Seit September 2020 hat der Staatsbetrieb Sachsenforst im Rahmen der Förderrichtlinie Wald und Forstwirtschaft 486 Vorhaben mit einem Volumen von rund 4,8 Millionen Euro bewilligt. Etwa 80 Prozent der Mittel kommen Vorhaben im Privatwald zugute und 20 Prozent Vorhaben im Körperschaftswald.

Ein Drittel der Vorhaben mit einem Volumen von insgesamt rund einer Million Euro wurde Antragstellerinnen und Antragstellern mit Kleinwaldbesitz unter zehn Hektar bewilligt. Für 204 Vorhaben wurden bereits rund 1,6 Millionen Euro ausgezahlt.

Günther: „Vor rund anderthalb Jahren haben wir die Förderung für den Wald überarbeitet und stärker an ökologischen Kriterien und an der Klimawandelanpassung ausgerichtet. Nun sehen wir, dass dies in der Breite angenommen wird. Die Mittel kommen insbesondere im Privatwald und dort auch bei Besitzerinnen und Besitzern kleiner Flächen an. Es gibt in Sachsen ein großes Interesse, den Waldumbau zu beschleunigen und zu verstärken.

In Sachsen entsteht der Wald der Zukunft. Dafür stellen wir die passende staatliche Unterstützung und Beratung bereit. Beides dient dem Anliegen, die Waldwirtschaft noch stärker nachhaltig auszurichten. Denn vor dem Hintergrund des Klimawandels und zum Erhalt biologischer Vielfalt brauchen wir klimastabile, arten- und strukturreiche Mischwälder. Aber auch alle anderen Waldnutzungen hängen daran.“

Aus Sicht einer Forstbetriebsgemeinschaft stellt Jens Metzner, Geschäftsführer der Waldbesitzervereinigung Plauen-Vogtland w. V., fest: „Die Förderung motiviert Waldbesitzer zum Waldumbau und zur Wiederbewaldung der Schadflächen mit Mischbaumarten. Die Forstbetriebsgemeinschaft Plauen-Vogtland unterstützt hierbei ihre Mitglieder vom Förderantrag bis zur Beschaffung des Pflanzgutes.“

Vorhaben zum Waldumbau und zur Wiederbewaldung, insbesondere auf den von den Waldschäden der letzten Jahre betroffenen Flächen, wurden für eine Fläche von insgesamt 769 Hektar bewilligt – das entspricht der Fläche von rund 1.000 Fußballfeldern. Bei geschätzt mindestens 5.000 Bäumchen pro Hektar dürften bei den geförderten Maßnahmen also insgesamt rund vier Millionen Bäumchen durch Naturverjüngung oder Pflanzung neuen Wald entstehen lassen. Im langjährigen Durchschnitt wurden Wiederbewaldung beziehungsweise Waldumbau davor auf jährlich etwa 200 Hektar gefördert.

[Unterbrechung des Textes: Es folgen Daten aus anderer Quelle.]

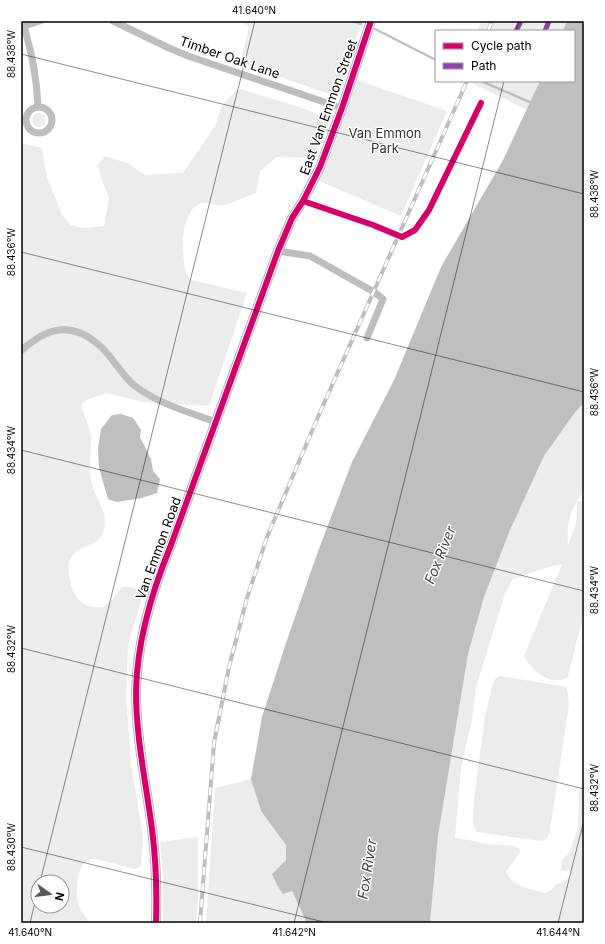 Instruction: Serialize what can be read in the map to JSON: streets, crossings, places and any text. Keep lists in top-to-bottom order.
{
  "streets": {
    "street": ["Timber Oak Lane", "East Van Emmon Street", "Van Emmon Road"]
  },
  "crossings": [
    ["Timber Oak Lane", "East Van Emmon Street"],
    ["East Van Emmon Street", "Van Emmon Road"]
  ],
  "water": ["Fox River"],
  "parks": ["Van Emmon Park"],
  "legend": ["Cycle path", "Path"],
  "north": "right",
  "coordinates": [
    "41.640°N",
    "88.438°W",
    "88.436°W",
    "88.434°W",
    "88.432°W",
    "88.430°W",
    "41.642°N",
    "41.644°N"
  ]
} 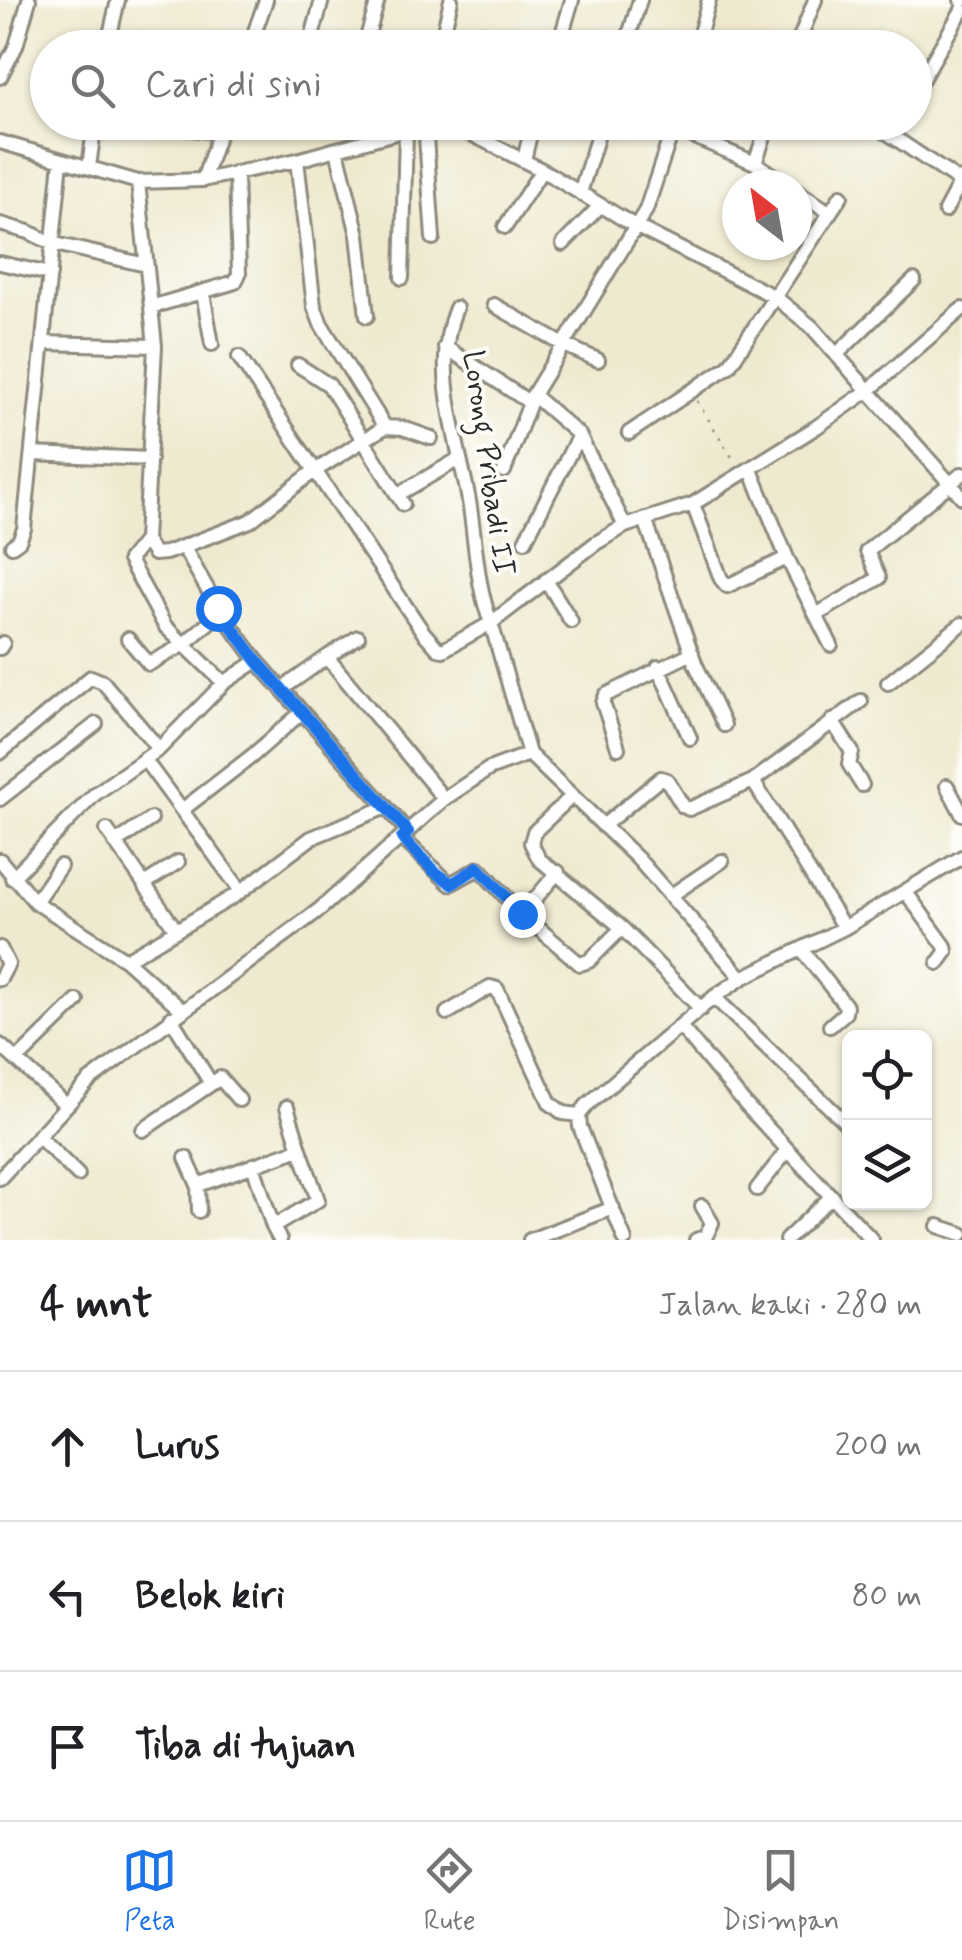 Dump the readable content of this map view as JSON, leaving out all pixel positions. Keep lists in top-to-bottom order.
{
  "streets": {
    "street": ["Lorong Pribadi II"]
  },
  "north": "top left",
  "page": {
    "search": "Cari di sini",
    "heading": ["4 mnt", "Jalan kaki · 280 m"],
    "list": [
      ["Lurus", "200 m"],
      ["Belok kiri", "80 m"],
      "Tiba di tujuan"
    ],
    "nav": ["Peta", "Rute", "Disimpan"]
  }
}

Wie erwartet, gehen die meisten Mittel in die Pflanzung. Die Wiederbewaldung und der Waldumbau erfolgen vorwiegend mit Laubhölzern. Auf etwa drei Viertel der Fläche wachsen Laubbäume und Weißtannen, hinzu kommen Sträucher und Wildobstbäume an Waldrändern. Waldbesitzende, die die Wiederaufforstung oder auch die natürliche Verjüngung eigener Flächen planen oder sich mit dem Waldumbau beschäftigen, können sich dazu und zu den Fördermöglichkeiten vom Staatsbetrieb Sachsenforst, von Forstbetriebsgemeinschaften oder anderen Dienstleistern beraten lassen.